NextGen XML: Overview
NextGen XML identifies and defines primary and foreign keys through parsing the hierarchical data of source XMLs without the need for accompanying XSDs. NextGen XML provides this parsing support by leveraging the Qlik Sense XML API connector (specifically the XML parser). The connector takes the root element of an XML response as the parent data table. Note that the XML response must contain at least one child element under the root element.
Features and behavior of NextGen XML processing:
- The entire XML is scanned to find all entities and fields
- Any namespaces will be ignored
- All XMLs must have the same root element; multiple XML fragments will be read together if one root element is shared
The following conditions will trigger generation of an entity:
- A simple element directly beneath the root element will become a table. A simple XML element doesn't have any attribute, empty or self-closed element, or contains only text content. For example: <element/>, <element></element>, <element>some content</element>.
- All attributes and simple elements are fields of a table (parent element) with the following exceptions:
- If an element contains some attribute or nested elements, it becomes a table. Duplicate elements within a child element will create a new table. If some element (<order>) has several nested simple elements with the same name (<comment>) then field comment will be converted to a table named comment with field @Content. For example, consider the following XML example where an element (<book>) has multiple duplicate (<author>) sub-elements.
This XML will result in two entities. One called book with two columns: title and z__KEY_book (primary key) and one called author with two columns: @Content with loaded values Linus van Pelt and Sally Brown and the second column z__FK_author populates with a foreign key value, not the same value as the root primary key z__KEY_book. If this is not desired, the XML should be edited with unique numbered sub-elements (<author1></author1>, <author2></author2>.
- If a (not simple) element contains nested content then field value for (@Content) will be added into the table (Note). See the nested table (pictured below) and rendered in a table.
- Post process: If a table (Orders) contains both a field and nested table with the same name (note), then this field will be removed and the field z_Content value will be added into the nested table.

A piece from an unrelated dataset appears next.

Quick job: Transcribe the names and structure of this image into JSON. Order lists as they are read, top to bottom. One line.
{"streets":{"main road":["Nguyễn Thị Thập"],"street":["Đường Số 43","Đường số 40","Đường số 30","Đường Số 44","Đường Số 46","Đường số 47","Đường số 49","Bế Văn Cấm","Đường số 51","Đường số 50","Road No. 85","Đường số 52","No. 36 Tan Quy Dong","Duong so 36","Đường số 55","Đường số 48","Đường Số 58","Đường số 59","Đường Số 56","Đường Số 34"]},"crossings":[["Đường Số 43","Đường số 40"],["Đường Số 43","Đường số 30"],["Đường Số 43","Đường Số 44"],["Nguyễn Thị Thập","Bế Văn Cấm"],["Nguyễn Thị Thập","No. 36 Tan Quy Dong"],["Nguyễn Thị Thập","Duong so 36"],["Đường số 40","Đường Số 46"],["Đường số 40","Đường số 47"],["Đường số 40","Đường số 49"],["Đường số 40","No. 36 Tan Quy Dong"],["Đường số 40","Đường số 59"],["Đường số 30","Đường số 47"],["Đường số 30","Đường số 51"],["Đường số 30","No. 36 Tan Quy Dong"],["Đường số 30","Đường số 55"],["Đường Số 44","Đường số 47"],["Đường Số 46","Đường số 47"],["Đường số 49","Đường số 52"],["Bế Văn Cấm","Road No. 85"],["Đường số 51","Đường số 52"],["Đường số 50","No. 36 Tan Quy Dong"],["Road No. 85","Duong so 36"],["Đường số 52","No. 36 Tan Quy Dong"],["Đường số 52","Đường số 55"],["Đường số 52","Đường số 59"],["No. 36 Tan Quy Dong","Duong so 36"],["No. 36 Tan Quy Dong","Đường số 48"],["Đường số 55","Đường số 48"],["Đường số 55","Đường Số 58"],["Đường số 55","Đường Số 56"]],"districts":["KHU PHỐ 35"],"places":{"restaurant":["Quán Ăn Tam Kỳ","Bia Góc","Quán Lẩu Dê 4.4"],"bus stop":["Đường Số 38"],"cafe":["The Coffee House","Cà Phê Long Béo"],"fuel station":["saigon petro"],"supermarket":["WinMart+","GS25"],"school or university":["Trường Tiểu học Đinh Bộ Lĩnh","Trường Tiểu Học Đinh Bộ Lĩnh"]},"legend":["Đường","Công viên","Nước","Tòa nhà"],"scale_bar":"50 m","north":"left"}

Nested table fields: subject, z_Content, z__FK_Note
subject | z_Content | z__FK_Note |
---|---|---|
pack | Some message2 | lufhnLInPWX7ruk4wbTnkiYoUwQ= |
some message | TP0kssKDa3liKp2MQ1zapXIJk+Q= |
Repeating Elements
When two unique elements of the same name appear they are appended with an underscore and a number. If entity names are not unique, the first duplicate will be appended with "_2", the third duplicate element with "_3" and so on. Users can also navigate to entity property xml.entity.xpath to view where the element appears in the xml hierarchy.
Primary and foreign keys
The XML parser identifies the root element of an XML response, defining that as the primary key (z__KEY_<RootElementName>). That same key becomes a field in the child entity tables as (z__FK_<ChildElementName >). More complicated XML parent/child relations will render as primary/foreign keys based on the hierarchy found. The relationships between parent/child entities are captured and retained by foreign and primary keys rendered as columns in the resulting entity tables. NextGen XML identifies and includes these keys as fields in the entities. Identification of these keys in the tables is valuable for downstream processes such as transforms and joins, analyses and select statements, shopping for data, and publishing related datasets.
An example of primary key will look like "__KEY_breakfast_menu" and a foreign key (relative to primary) will look like "__FK_food" in a different table.